[Collected data]
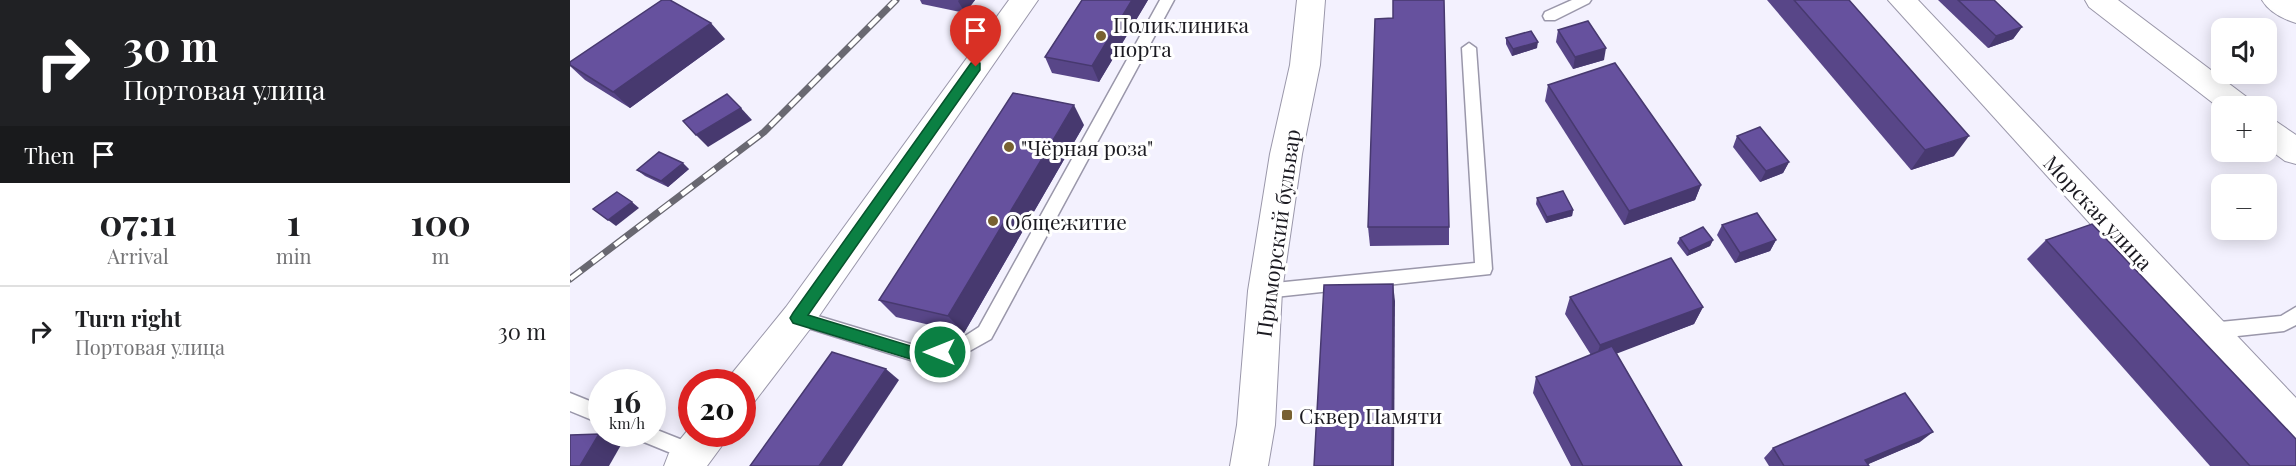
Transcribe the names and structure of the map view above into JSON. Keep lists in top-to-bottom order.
{
  "streets": {
    "street": ["Морская улица", "Приморский бульвар"]
  },
  "places": {
    "other": ["Поликлиника порта", "\"Чёрная роза\"", "Общежитие"],
    "transit": ["Сквер Памяти"]
  },
  "page": {
    "turn": ["30 m", "Портовая улица"],
    "map_buttons": ["+", "−"],
    "then": "Then",
    "eta": [
      "07:11",
      "Arrival",
      "1",
      "min",
      "100",
      "m"
    ],
    "list": [
      {
        "name": "Turn right",
        "note": "Портовая улица",
        "value": "30 m"
      }
    ],
    "speed": "16 km/h",
    "limit": "20"
  }
}
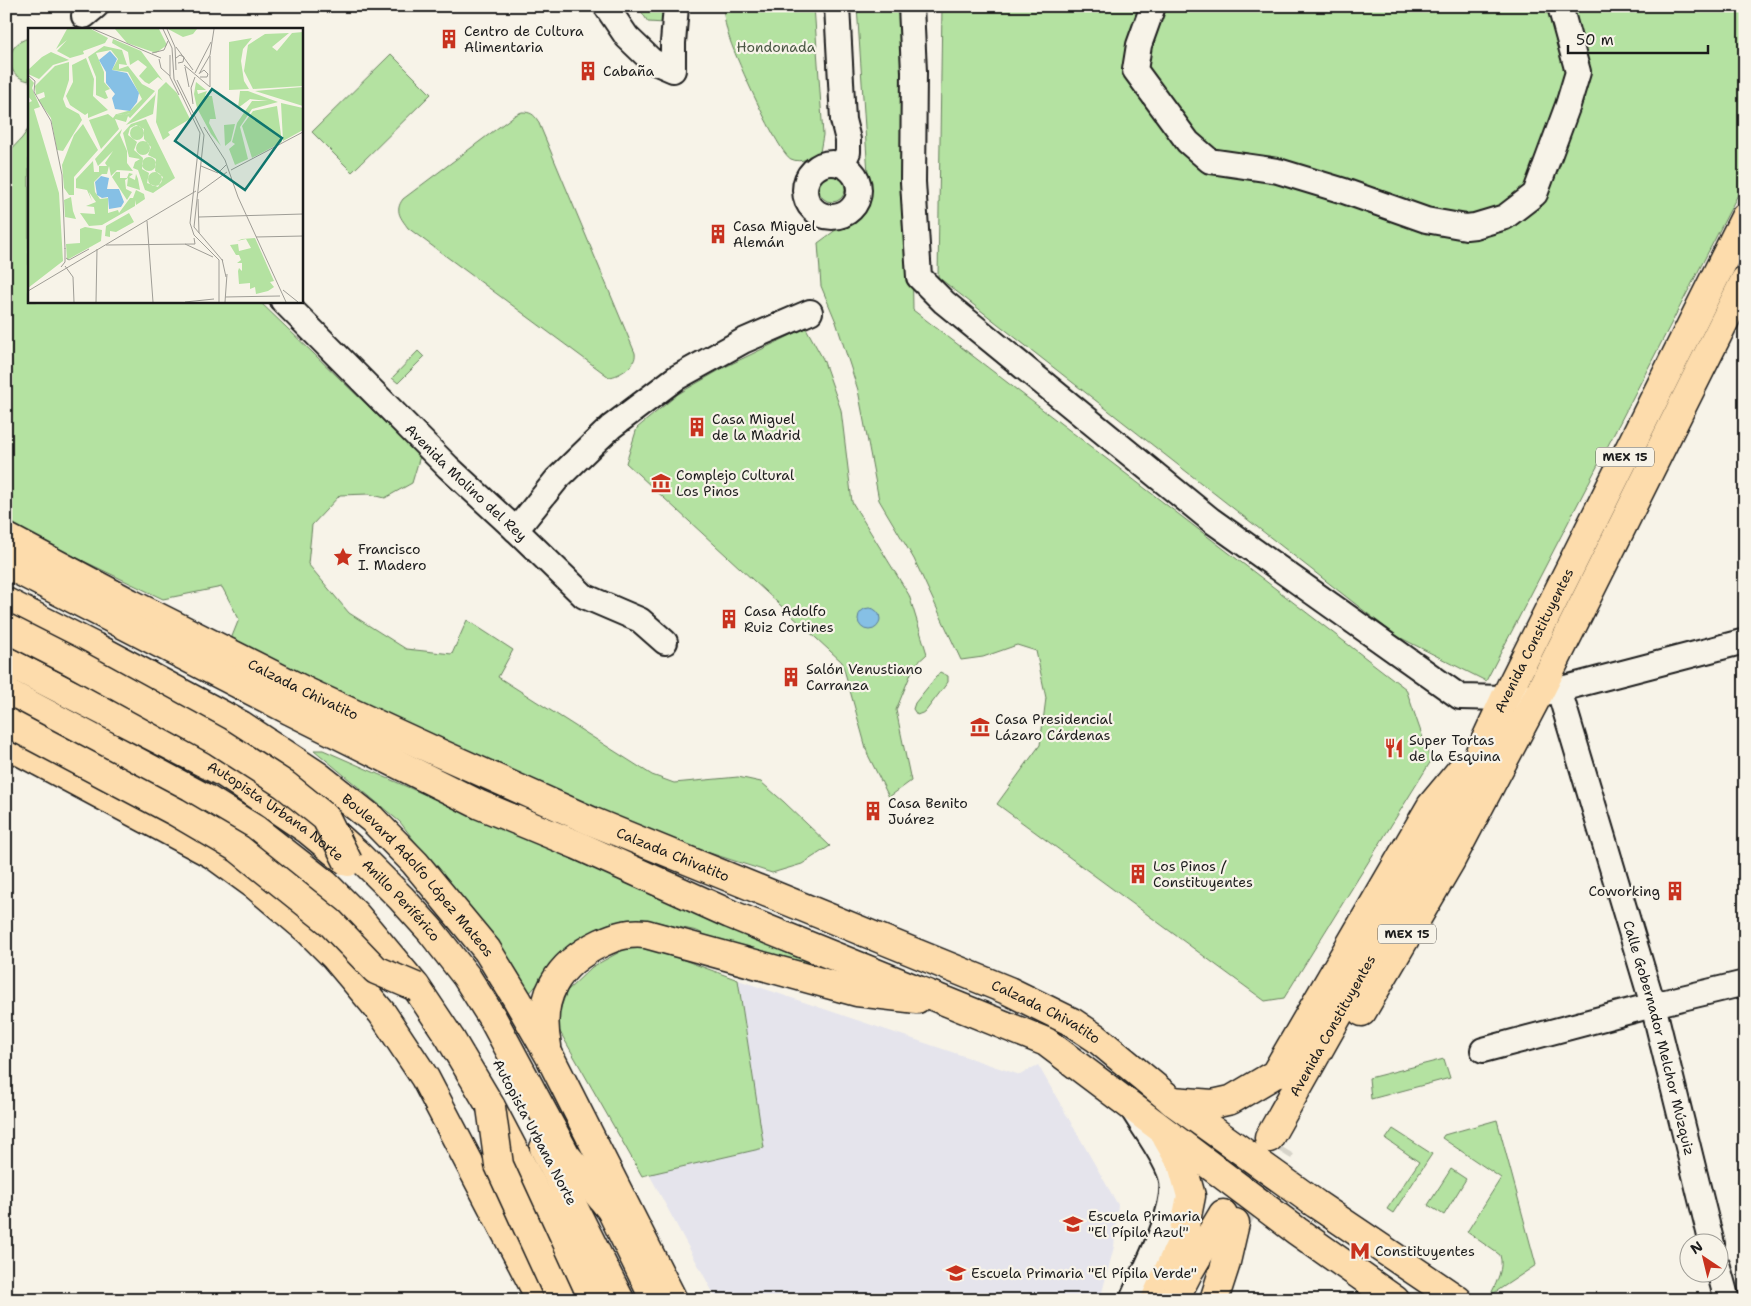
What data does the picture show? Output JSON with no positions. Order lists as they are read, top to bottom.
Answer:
{
  "streets": {
    "main road": [
      "MEX 15",
      "Avenida Constituyentes",
      "Calzada Chivatito",
      "Autopista Urbana Norte",
      "Boulevard Adolfo López Mateos",
      "Anillo Periférico"
    ],
    "street": ["Avenida Molino del Rey", "Calle Gobernador Melchor Múzquiz"]
  },
  "crossings": [
    ["Avenida Constituyentes", "Calle Gobernador Melchor Múzquiz"]
  ],
  "parks": ["Hondonada"],
  "places": {
    "building": [
      "Centro de Cultura Alimentaria",
      "Cabaña",
      "Casa Miguel Alemán",
      "Casa Miguel de la Madrid",
      "Casa Adolfo Ruiz Cortines",
      "Salón Venustiano Carranza",
      "Casa Benito Juárez",
      "Los Pinos / Constituyentes",
      "Coworking"
    ],
    "museum": ["Complejo Cultural Los Pinos", "Casa Presidencial Lázaro Cárdenas"],
    "place": ["Francisco I. Madero"],
    "restaurant": ["Super Tortas de la Esquina"],
    "school or university": ["Escuela Primaria \"El Pípila Azul\"", "Escuela Primaria \"El Pípila Verde\""],
    "metro station": ["Constituyentes"]
  },
  "scale_bar": "50 m",
  "north": "top left"
}
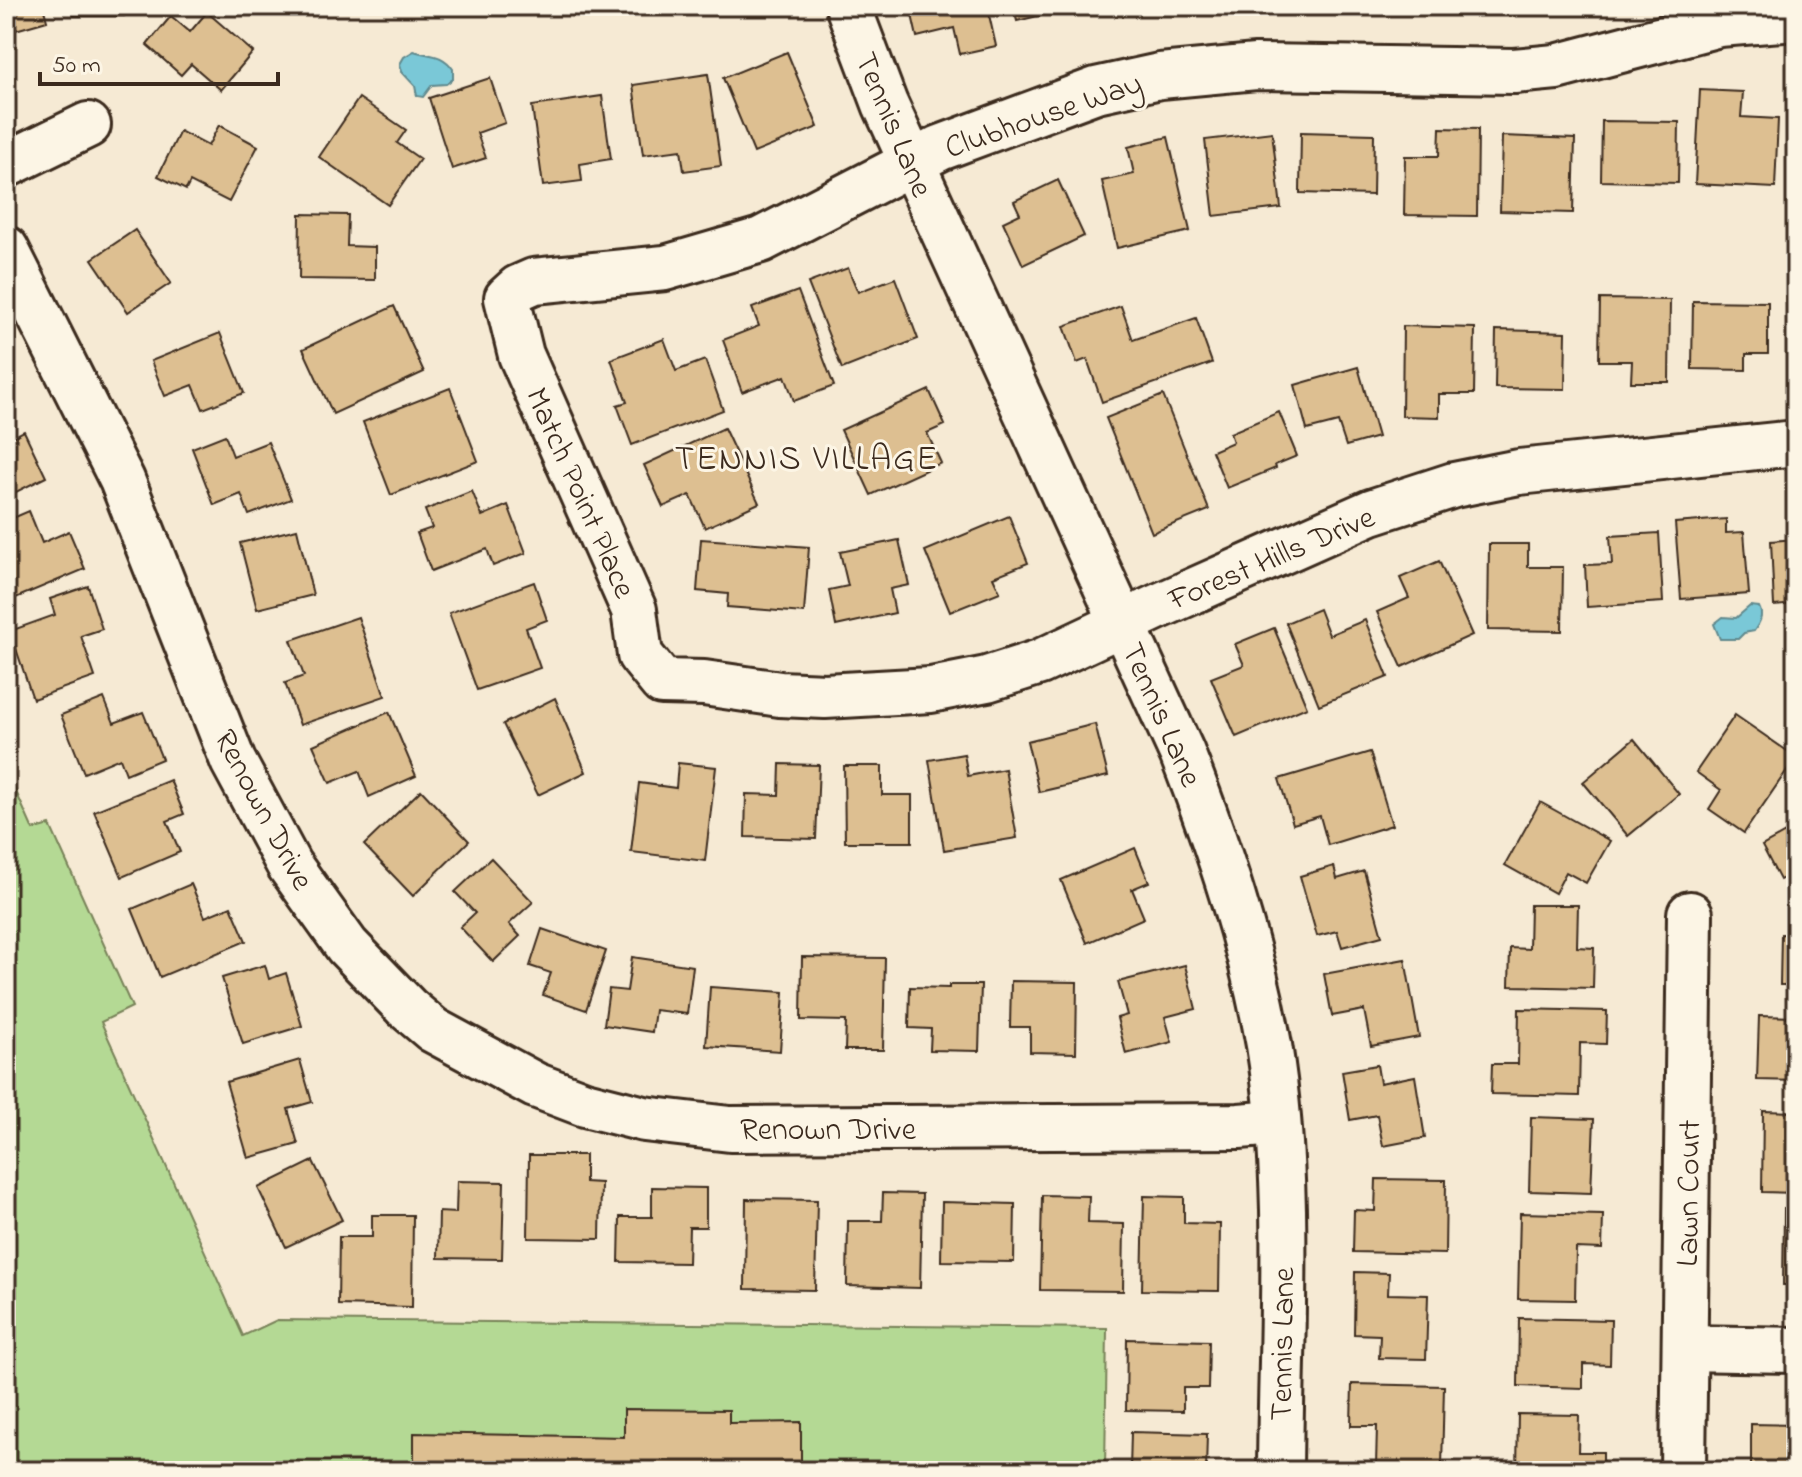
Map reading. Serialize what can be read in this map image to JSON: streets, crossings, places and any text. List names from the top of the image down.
{
  "streets": {
    "street": [
      "Clubhouse Way",
      "Tennis Lane",
      "Match Point Place",
      "Forest Hills Drive",
      "Renown Drive",
      "Lawn Court"
    ]
  },
  "crossings": [
    ["Clubhouse Way", "Tennis Lane"],
    ["Clubhouse Way", "Match Point Place"],
    ["Tennis Lane", "Forest Hills Drive"],
    ["Tennis Lane", "Renown Drive"],
    ["Match Point Place", "Forest Hills Drive"]
  ],
  "districts": ["TENNIS VILLAGE"],
  "scale_bar": "50 m"
}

Exercise description:
Word for word and without pictures, please write out only the lines from the start of the entries through the line containing "What data does", both included.

Output of the exercise:
Transcribe the names and structure of the map view above into JSON. Keep lists in top-to-bottom order.
{
  "streets": {
    "street": ["Морская улица", "Приморский бульвар"]
  },
  "places": {
    "other": ["Поликлиника порта", "\"Чёрная роза\"", "Общежитие"],
    "transit": ["Сквер Памяти"]
  },
  "page": {
    "turn": ["30 m", "Портовая улица"],
    "map_buttons": ["+", "−"],
    "then": "Then",
    "eta": [
      "07:11",
      "Arrival",
      "1",
      "min",
      "100",
      "m"
    ],
    "list": [
      {
        "name": "Turn right",
        "note": "Портовая улица",
        "value": "30 m"
      }
    ],
    "speed": "16 km/h",
    "limit": "20"
  }
}
What data does the picture show? Output JSON with no positions. Order lists as they are read, top to bottom.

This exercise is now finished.